Mas o pior era o barulho.
Haviam soldados e seguidores de acampamento por toda a parte, murmurando todos ao mesmo tempo. Não conseguia prestar atenção ao que diziam, tão pouco era capaz de ignorá-los. Uma nuvem de moscas zumbindo no seu ouvido.
Já se aproximava do meio-dia quando perdeu a paciência e parou no meio da trilha, bloqueando um bom pedaço dela com o seu cavalo e a mula. Aqueles que vinham atrás não tiveram escolha senão parar. Alguns praguejaram, mandando que o rapaz seguisse em frente; quando não fez isso, desistiram e deram a volta.
“O que eu tô fazendo?”
Virou de costas e prestou atenção ao sul.

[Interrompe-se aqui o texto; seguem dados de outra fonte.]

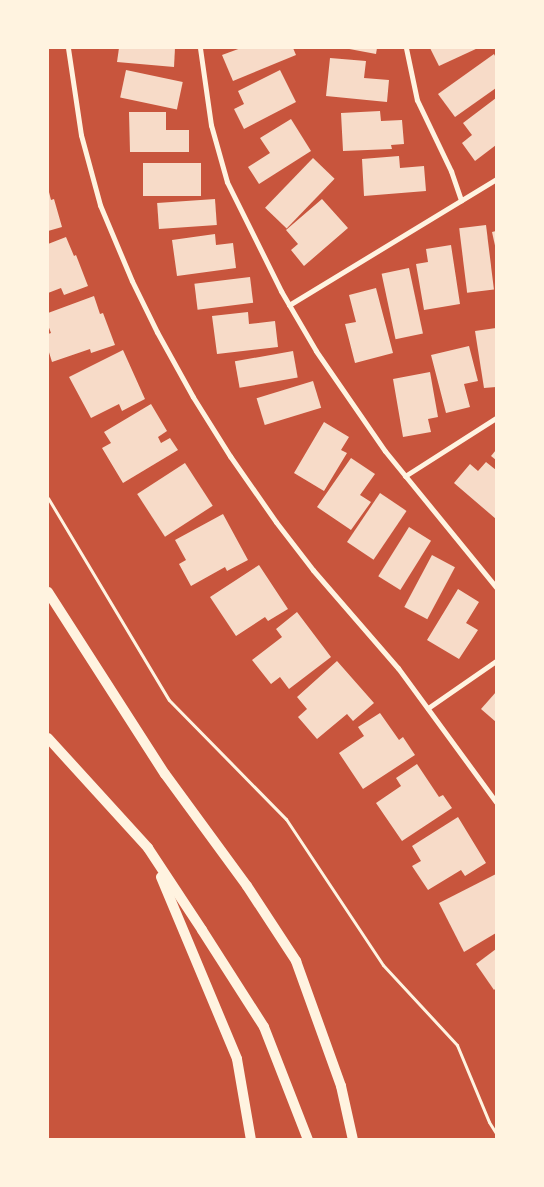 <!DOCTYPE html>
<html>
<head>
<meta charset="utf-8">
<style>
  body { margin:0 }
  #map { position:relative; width:544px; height:1187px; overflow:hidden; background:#c8553d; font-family:"Fira Sans Condensed",sans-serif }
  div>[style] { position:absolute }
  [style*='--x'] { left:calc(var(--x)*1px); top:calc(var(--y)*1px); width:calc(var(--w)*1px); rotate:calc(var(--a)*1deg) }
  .building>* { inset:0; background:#f7dbc8; transform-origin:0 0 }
  .path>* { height:3px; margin:-1.5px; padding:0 1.5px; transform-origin:1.5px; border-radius:1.5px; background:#fff3e0 }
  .minor>* { height:5px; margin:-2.5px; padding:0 2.5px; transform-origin:2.5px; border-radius:2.5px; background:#fff3e0 }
  .secondary>* { height:10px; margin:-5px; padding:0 5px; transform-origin:5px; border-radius:5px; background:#fff3e0 }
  span { translate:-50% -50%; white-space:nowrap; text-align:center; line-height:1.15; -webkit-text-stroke:4px #fff3e0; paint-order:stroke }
  .frame { position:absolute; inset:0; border:49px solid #fff3e0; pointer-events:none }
</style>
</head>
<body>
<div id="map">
  <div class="building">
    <i style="clip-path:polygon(119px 48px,175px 48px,174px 67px,117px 62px)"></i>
    <i style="clip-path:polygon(241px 48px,293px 48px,296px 55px,233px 81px,222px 55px)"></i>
    <i style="clip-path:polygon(344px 48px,377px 48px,376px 54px)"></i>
    <i style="clip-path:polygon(430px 48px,478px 48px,439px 66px)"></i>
    <i style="clip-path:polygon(494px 54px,496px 58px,496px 88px,455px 117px,438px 94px)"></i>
    <i style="clip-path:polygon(330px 58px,366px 61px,364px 78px,389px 80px,387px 102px,326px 96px)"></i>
    <i style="left:126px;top:70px;width:58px;height:28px;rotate:12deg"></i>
    <i style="clip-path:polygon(280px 70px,296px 102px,244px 129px,234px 109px,244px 104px,238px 91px)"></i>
    <i style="clip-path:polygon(496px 98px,496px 145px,475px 161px,462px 143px,472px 135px,463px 123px)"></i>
    <i style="clip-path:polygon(380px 111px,381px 121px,402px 120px,404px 144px,391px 145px,392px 149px,343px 151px,341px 113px)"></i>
    <i style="clip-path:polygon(129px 112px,166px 112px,166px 130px,189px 130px,189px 152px,130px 152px)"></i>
    <i style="clip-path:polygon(291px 119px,311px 151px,259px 184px,248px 167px,270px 153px,260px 138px)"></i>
    <i style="clip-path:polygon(399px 156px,400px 168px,424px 166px,426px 191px,364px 196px,362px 159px)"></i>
    <i style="left:313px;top:158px;width:30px;height:69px;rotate:44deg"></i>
    <i style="left:143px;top:163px;width:58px;height:33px"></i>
    <i style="clip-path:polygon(48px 188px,51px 200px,54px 199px,62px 227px,48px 231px)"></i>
    <i style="left:215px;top:199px;width:26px;height:58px;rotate:86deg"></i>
    <i style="clip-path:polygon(322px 199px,348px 228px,304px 266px,291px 250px,298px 244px,286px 230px)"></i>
    <i style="left:486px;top:225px;width:65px;height:27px;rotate:83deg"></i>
    <i style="clip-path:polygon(496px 231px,496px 250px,492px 232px)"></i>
    <i style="clip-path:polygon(215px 234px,216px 245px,233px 243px,236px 268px,177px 276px,172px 240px)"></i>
    <i style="clip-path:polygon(66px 237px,74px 256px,76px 255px,88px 286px,64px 295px,61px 288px,48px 293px,48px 244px)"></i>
    <i style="clip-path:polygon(451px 245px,460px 304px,424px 310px,416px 264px,428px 262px,426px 249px)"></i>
    <i style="left:409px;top:268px;width:67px;height:28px;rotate:78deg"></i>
    <i style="left:250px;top:277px;width:26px;height:56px;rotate:83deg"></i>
    <i style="clip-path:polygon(376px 288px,393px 353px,355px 363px,345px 324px,356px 322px,349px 295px)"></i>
    <i style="clip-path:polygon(94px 296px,100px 314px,103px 313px,115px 345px,91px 353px,90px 349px,52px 362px,48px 349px,48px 334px,51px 333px,48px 325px,48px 313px)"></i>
    <i style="clip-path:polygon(248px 312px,249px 324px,275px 321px,278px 347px,217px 354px,212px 316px)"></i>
    <i style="clip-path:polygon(496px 328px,496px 387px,484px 388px,475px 331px)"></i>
    <i style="clip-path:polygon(469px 346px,478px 381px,464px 384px,470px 407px,446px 413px,431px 355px)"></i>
    <i style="clip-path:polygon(123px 350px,145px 399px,122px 411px,119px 404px,91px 418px,69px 377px)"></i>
    <i style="left:293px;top:351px;width:27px;height:59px;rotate:80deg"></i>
    <i style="clip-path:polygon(430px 372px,438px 417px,428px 419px,431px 432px,403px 437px,393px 379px)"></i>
    <i style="left:313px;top:381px;width:28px;height:59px;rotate:73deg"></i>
    <i style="clip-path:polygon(151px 404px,167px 431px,158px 437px,161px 443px,170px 438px,178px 450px,123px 483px,102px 448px,111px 443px,104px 432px)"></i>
    <i style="clip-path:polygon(324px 422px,349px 437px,341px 450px,347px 453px,324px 491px,294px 473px)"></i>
    <i style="clip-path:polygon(496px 450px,496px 460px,491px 456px)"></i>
    <i style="clip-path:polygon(351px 458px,375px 474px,360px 495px,371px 502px,351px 530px,317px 507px)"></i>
    <i style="clip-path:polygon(486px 462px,496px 470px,496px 519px,454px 483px,470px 464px,478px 471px)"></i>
    <i style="left:185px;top:463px;width:51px;height:57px;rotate:57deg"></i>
    <i style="left:380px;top:493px;width:32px;height:59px;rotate:34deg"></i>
    <i style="clip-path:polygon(223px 514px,248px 560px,227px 571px,225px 567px,191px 586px,179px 564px,186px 560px,175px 540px)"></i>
    <i style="left:409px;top:527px;width:26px;height:58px;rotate:32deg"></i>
    <i style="left:432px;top:555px;width:26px;height:59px;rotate:28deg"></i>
    <i style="clip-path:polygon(259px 565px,288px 609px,268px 621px,265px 617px,236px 636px,210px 597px)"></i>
    <i style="clip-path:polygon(458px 589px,479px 602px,466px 623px,478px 630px,459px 659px,427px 640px)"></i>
    <i style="clip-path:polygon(297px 612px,331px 657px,289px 689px,280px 677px,271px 684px,252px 660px,282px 637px,276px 629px)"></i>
    <i style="clip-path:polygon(337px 661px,374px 703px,353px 721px,347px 714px,317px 739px,298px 717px,307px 709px,297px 697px)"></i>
    <i style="clip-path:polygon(496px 692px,496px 722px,481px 709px)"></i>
    <i style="clip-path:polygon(380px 713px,399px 740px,403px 737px,415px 755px,363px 789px,339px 753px,364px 736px,358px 727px)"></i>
    <i style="clip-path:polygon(417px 764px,439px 797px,443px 795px,452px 808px,402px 841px,376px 803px,401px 786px,396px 778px)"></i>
    <i style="clip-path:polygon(458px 817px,486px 863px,465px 876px,461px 870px,428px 890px,412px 866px,421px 861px,412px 846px)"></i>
    <i style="clip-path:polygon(496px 874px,496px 933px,464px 952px,439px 903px)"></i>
    <i style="clip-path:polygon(496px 949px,496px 988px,494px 990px,476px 964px)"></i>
  </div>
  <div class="path">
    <i style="--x:48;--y:498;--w:235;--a:59.1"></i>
    <i style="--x:169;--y:700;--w:167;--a:45.5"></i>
    <i style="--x:286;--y:819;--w:175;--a:56.4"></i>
    <i style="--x:383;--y:965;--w:109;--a:47.2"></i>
    <i style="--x:457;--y:1045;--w:83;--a:67.4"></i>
    <i style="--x:489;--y:1122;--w:13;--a:58"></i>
  </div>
  <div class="minor">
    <i style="--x:68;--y:48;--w:88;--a:81.5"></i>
    <i style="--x:81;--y:135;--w:73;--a:74.8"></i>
    <i style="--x:100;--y:205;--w:82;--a:67.2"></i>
    <i style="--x:132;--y:281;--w:57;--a:63.9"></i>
    <i style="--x:157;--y:332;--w:74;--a:61"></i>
    <i style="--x:193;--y:397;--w:70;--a:57.9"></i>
    <i style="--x:230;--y:456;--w:80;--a:55.1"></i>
    <i style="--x:276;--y:522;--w:61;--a:52.4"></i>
    <i style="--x:313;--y:570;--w:130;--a:49.1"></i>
    <i style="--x:398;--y:668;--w:166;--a:53.8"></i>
    <i style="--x:200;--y:48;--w:78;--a:81.9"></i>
    <i style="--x:211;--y:125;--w:59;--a:74.3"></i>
    <i style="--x:227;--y:182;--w:122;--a:63.6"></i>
    <i style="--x:281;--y:291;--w:69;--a:59.7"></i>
    <i style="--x:316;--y:351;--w:121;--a:55.4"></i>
    <i style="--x:385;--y:451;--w:176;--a:50.8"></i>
    <i style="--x:406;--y:48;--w:53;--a:78.1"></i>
    <i style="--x:417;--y:100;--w:79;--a:64.4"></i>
    <i style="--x:451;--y:171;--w:31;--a:71"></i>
    <i style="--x:289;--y:305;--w:242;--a:-31.3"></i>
    <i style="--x:405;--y:476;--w:108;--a:-32.5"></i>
    <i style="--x:428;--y:708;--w:83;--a:-34.7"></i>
  </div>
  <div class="secondary">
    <i style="--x:48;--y:592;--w:216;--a:57.3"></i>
    <i style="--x:165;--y:774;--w:139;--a:53.8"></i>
    <i style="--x:247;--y:886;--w:90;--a:56.8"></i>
    <i style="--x:296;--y:961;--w:133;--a:70.2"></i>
    <i style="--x:341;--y:1086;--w:55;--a:77.5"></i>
    <i style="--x:48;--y:738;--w:149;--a:47.7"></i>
    <i style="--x:148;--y:848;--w:98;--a:56.6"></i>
    <i style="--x:202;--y:930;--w:115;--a:57.4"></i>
    <i style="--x:264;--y:1027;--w:121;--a:68.7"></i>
    <i style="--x:161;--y:877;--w:197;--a:67.3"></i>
    <i style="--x:237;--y:1059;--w:82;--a:80.2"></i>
  </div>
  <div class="frame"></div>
</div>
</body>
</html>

A tropa passou por ele como um riacho. Alguns o olharam confusos, outros irritados, mas nenhum lhe dirigiu a palavra, simplesmente o contornaram e seguiram em frente. Aos poucos, rostos jovens deram lugar aos mais velhos, gordos e cansados; alguns dos quais traziam carroças ou vagões de especiarias.
O intervalo do almoço veio e se foi, mas Siegfried não se moveu.
Levou quase duas horas, talvez três, até que por fim vieram os retardatários. Idosos e crianças de colo, homens meio feridos e os preguiçosos que não conseguiam acompanhar a vanguarda. Estes também passaram por ele.
Então vieram cinco soldados Whitefield; eram os responsáveis por defender a retaguarda, garantir que ninguém fosse deixado para trás e também capturar os desertores; quando viram Siegfried, foi exatamente o que pensaram que fosse.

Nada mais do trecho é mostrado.